Z. Liu1, M. M. Regueiro1, L. Zhang1, Y. Li1, S. Joel2, G. S. O’Connor2, S. Deo2, S. Daunert2, O. C. Velazquez1 1University Of Miami,Department Of Surgery, School Of Medicine,Miami, FL, USA 2University Of Miami,Department Of Biochemistry & Molecular Biology, School Of Medicine,Miami, FL, USA
Introduction: Atherosclerosis is an inflammatory disease. Intercellular adhesion molecule-1 (ICAM-1) is induced on the surface of inflamed endothelial cells (iEC) in atherosclerosis. Integrin LFA-1 associates with ICAM-1, and the I-domain of LFA-1 (idLFA-1) mediates binding to ICAM-1. idLFA-1/ICAM-1 pair is thus an attractive target for mediating homing of therapeutic cells to atherosclerotic lesions where iEC are presented. In this study, we tested a systemic targeted cell delivery method by coating stem cell surface with novel nanocarrier composed of idLFA-1-dendrimer complex. The nanocarriers guide the coated stem cells homing to atherosclerotic lesion via molecular recognition and association with ICAM-1 highly expressed on iEC in aorta of ApoE-/- mice. The efficiency of novel nanocarriers in mediating interaction of nanocarrier-coated cells to iEC in vitro and home to inflamed aorta in vivo was investigated.

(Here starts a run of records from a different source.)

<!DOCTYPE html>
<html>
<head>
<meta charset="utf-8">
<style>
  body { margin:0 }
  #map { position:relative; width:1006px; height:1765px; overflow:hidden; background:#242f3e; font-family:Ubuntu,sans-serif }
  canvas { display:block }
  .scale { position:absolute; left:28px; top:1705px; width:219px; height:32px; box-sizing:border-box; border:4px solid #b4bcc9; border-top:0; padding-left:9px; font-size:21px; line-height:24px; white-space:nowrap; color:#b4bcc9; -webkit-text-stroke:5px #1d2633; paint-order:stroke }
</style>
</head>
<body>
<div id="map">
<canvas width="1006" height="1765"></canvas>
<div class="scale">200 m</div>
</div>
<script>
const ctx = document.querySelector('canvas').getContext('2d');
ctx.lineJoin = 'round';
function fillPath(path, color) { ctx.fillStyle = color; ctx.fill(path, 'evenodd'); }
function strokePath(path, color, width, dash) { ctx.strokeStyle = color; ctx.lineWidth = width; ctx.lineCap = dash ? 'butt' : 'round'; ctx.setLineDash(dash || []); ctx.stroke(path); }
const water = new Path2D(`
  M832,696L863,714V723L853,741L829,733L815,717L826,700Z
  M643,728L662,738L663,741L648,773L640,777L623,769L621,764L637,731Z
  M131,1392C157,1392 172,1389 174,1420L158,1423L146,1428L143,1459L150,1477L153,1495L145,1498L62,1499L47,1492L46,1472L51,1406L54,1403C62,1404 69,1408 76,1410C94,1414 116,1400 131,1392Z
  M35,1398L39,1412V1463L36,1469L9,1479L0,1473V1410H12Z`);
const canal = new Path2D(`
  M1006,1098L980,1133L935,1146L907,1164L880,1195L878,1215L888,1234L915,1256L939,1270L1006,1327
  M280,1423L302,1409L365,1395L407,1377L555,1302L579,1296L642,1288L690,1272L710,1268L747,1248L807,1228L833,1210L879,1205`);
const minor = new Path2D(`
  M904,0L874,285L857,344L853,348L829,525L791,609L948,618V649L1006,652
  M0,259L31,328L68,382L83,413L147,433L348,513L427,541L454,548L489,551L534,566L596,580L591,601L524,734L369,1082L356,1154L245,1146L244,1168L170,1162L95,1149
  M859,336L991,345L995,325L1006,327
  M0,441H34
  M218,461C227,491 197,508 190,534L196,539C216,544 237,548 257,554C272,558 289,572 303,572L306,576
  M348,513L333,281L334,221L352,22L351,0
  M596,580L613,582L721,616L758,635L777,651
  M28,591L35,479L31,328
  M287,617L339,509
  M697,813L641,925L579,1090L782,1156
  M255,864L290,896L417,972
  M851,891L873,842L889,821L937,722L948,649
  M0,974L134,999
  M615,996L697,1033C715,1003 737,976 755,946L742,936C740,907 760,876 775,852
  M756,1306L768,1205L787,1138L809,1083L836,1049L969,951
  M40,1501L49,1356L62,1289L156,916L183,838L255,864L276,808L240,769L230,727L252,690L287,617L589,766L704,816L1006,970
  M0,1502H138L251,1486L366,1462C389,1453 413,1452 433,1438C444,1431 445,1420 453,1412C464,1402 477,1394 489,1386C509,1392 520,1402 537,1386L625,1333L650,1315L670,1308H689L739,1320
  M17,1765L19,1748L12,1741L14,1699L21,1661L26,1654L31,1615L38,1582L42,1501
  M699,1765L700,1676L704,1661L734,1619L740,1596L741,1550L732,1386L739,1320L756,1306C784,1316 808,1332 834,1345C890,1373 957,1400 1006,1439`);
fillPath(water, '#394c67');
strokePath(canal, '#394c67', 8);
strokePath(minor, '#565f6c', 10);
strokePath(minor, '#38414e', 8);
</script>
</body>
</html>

Methods: Expression of ICAM-1 in iEC at aortic atherosclerotic lesion was examined by immunofluorescence (IF). Binding activity of recombinant human idLFA-1 to ICAM-1 was validated by testing association of Cy5-conjugated idLFA-1 with human aorta endothelial cells (HAEC) which pre-engineered to express high ICAM-1 (ICAM-1hi). Nanocarriers were created by conjugation of idLFA-1 or BSA (control) with acetylated generation 5 (Ac-G5)-dendrimers. DsRed+ human endothelial progenitor cells (EPC) were coated with idLFA-1-nanocarriers and BSA-nanocarriers, respectively. The efficiency of idLFA-1-nanocarriers in mediating interaction of DsRed+EPC to ICAM-1hi vs ICAM-1lo HAEC was tested using in vitro cell-cell binding assay. For in vivo testing, 1 x 106 luciferase (Luc)+ murine bone marrow-derived mesenchymal stem cells (MSC) coated with idLFA-1-nanocarriers or murine albumin-nanocarriers were infused twice via tail vein (i.v.) into ApoE-/- mice fed with high fat diet (HFD) (n=5/group). Aortas were harvested next day post the 2nd cell infusion. MSC homed to aorta were examined by IF using anti-Luc antibody and quantified based on fluorescence intensity in aorta sections.
Results: ICAM-1 is elevated in iEC at aortic atherosclerotic lesions of ApoE-/- mice. In vitro, Cy5-conjugated idLFA-1 preferentially binds to “inflamed” HAEC compared to control HAEC (p<0.01). idLFA-1-nanacarriers mediate increased interaction of DsRed+EPC to ICAM-1hi HAEC compared to ICAM-1lo HAEC (>2 fold, p<0.01). In vivo, idLFA-1-nanacarriers can successfully deliver more MSC to aorta in HFD fed ApoE-/- mice than control nanocarriers (>5 fold, p=0.03).
Conclusion: We demonstrated higher efficiency of idLFA-1-nanocarriers in delivering MSC to inflamed aorta in ApoE-/- mice. This work establishes a novel method for systemic cell delivery to inflamed aorta in animal model and paves way towards developing cell therapies for treatment of atherosclerosis and maybe other inflammatory diseases.